= WORK ORDER =
Retype the records below exactly as given, but only from the first line through the line with "filter:drop-shadow(2px 0 #ada599)", and without the pictures.
*** AVAILABLE DATA
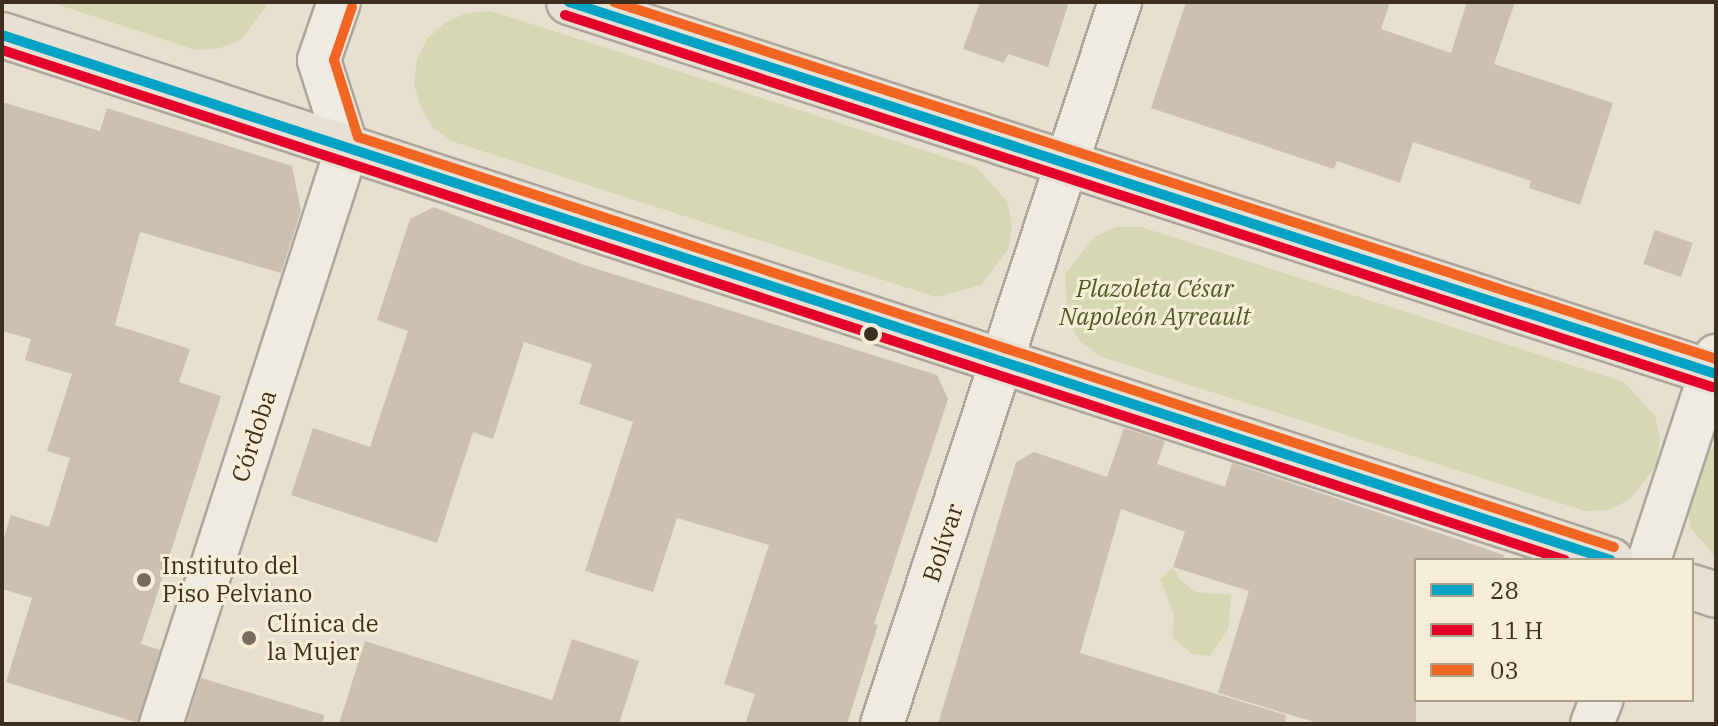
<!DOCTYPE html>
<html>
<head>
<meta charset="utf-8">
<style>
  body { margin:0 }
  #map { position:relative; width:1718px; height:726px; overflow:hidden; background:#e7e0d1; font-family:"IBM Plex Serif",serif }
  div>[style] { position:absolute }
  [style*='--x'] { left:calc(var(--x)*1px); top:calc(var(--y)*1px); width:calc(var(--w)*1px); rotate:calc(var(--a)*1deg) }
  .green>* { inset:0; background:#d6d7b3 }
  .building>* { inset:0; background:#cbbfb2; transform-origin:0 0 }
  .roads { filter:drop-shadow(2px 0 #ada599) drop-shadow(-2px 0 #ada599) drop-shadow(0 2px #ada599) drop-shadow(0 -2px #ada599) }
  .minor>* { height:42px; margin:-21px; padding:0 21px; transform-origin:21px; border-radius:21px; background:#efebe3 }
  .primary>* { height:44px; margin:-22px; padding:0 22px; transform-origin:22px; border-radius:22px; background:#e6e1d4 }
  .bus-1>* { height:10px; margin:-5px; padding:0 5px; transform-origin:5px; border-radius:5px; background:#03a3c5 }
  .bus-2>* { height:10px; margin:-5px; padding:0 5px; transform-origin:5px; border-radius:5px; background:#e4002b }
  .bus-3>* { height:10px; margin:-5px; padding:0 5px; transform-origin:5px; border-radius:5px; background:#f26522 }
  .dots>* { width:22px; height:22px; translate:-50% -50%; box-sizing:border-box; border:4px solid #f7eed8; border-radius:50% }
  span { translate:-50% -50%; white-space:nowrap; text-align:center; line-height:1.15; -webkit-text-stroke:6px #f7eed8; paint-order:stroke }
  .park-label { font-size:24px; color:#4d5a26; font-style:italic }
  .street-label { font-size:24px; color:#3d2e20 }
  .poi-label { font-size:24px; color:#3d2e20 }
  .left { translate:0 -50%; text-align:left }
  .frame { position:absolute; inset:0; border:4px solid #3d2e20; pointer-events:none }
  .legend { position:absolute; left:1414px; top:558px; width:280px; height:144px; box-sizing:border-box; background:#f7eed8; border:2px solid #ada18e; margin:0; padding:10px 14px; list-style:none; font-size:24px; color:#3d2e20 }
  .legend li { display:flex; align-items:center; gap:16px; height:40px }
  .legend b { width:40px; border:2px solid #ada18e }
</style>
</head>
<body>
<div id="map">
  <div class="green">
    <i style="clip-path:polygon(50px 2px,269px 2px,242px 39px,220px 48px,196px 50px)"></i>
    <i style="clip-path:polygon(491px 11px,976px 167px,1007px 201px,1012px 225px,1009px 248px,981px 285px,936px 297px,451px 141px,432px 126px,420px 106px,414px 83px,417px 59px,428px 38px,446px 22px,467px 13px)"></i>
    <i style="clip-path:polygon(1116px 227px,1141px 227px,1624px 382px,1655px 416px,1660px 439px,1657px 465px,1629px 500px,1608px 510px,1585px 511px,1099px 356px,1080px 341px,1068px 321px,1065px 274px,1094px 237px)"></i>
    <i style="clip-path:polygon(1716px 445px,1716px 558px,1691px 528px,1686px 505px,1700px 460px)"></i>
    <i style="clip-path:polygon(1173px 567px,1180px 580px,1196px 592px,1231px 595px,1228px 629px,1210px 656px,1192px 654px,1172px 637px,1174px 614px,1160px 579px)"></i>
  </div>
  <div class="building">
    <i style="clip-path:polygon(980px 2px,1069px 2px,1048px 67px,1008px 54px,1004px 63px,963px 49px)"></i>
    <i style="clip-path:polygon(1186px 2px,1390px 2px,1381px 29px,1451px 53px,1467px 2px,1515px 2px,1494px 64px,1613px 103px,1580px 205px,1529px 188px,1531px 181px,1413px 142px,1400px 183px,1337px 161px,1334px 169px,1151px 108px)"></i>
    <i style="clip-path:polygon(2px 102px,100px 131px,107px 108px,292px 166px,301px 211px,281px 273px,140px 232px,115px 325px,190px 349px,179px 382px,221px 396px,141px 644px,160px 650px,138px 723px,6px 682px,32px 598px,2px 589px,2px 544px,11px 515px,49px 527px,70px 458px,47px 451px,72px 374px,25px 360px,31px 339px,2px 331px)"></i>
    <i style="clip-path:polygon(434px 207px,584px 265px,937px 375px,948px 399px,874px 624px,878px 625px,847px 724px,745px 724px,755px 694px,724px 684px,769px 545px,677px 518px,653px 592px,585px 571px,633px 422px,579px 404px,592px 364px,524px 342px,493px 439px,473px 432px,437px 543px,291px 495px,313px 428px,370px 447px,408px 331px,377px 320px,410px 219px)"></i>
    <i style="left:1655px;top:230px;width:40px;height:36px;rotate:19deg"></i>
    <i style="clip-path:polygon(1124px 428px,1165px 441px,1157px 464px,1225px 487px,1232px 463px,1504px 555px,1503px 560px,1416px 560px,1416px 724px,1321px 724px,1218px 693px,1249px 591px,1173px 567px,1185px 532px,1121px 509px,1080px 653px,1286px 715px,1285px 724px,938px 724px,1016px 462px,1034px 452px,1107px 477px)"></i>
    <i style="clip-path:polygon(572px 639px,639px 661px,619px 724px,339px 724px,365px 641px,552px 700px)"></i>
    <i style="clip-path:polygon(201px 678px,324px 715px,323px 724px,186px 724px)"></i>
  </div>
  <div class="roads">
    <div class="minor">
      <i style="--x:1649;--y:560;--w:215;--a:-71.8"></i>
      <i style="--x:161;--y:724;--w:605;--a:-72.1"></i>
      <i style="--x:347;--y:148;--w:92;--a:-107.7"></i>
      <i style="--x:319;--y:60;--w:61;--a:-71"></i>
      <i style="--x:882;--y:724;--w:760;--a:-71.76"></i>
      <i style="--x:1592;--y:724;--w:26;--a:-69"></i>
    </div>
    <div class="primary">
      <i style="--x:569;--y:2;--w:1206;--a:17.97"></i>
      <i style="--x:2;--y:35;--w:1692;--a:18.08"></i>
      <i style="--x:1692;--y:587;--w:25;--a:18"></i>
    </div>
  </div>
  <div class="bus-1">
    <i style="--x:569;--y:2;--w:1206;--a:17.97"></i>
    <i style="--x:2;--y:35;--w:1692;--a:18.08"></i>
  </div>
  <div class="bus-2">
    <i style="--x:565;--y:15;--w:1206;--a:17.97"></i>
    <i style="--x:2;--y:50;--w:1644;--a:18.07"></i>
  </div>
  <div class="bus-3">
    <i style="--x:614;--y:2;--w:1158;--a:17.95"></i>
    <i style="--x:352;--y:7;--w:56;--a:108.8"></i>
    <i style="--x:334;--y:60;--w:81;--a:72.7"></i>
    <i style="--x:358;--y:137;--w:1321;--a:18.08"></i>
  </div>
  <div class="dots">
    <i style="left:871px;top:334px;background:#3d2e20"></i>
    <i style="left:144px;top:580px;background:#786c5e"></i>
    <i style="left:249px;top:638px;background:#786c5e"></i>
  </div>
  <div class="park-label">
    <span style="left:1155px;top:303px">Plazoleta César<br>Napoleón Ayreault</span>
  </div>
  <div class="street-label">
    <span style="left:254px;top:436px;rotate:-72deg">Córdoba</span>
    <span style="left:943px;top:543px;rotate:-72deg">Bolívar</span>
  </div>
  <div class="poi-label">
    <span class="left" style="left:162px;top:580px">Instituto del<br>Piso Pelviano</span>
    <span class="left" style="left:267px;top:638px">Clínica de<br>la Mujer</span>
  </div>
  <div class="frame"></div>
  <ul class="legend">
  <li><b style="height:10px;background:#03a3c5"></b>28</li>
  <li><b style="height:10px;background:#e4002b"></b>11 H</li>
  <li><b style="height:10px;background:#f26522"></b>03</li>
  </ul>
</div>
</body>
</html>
******
= RESULT OF THE TASK =
<!DOCTYPE html>
<html>
<head>
<meta charset="utf-8">
<style>
  body { margin:0 }
  #map { position:relative; width:1718px; height:726px; overflow:hidden; background:#e7e0d1; font-family:"IBM Plex Serif",serif }
  div>[style] { position:absolute }
  [style*='--x'] { left:calc(var(--x)*1px); top:calc(var(--y)*1px); width:calc(var(--w)*1px); rotate:calc(var(--a)*1deg) }
  .green>* { inset:0; background:#d6d7b3 }
  .building>* { inset:0; background:#cbbfb2; transform-origin:0 0 }
  .roads { filter:drop-shadow(2px 0 #ada599) drop-shadow(-2px 0 #ada599) drop-shadow(0 2px #ada599) drop-shadow(0 -2px #ada599) }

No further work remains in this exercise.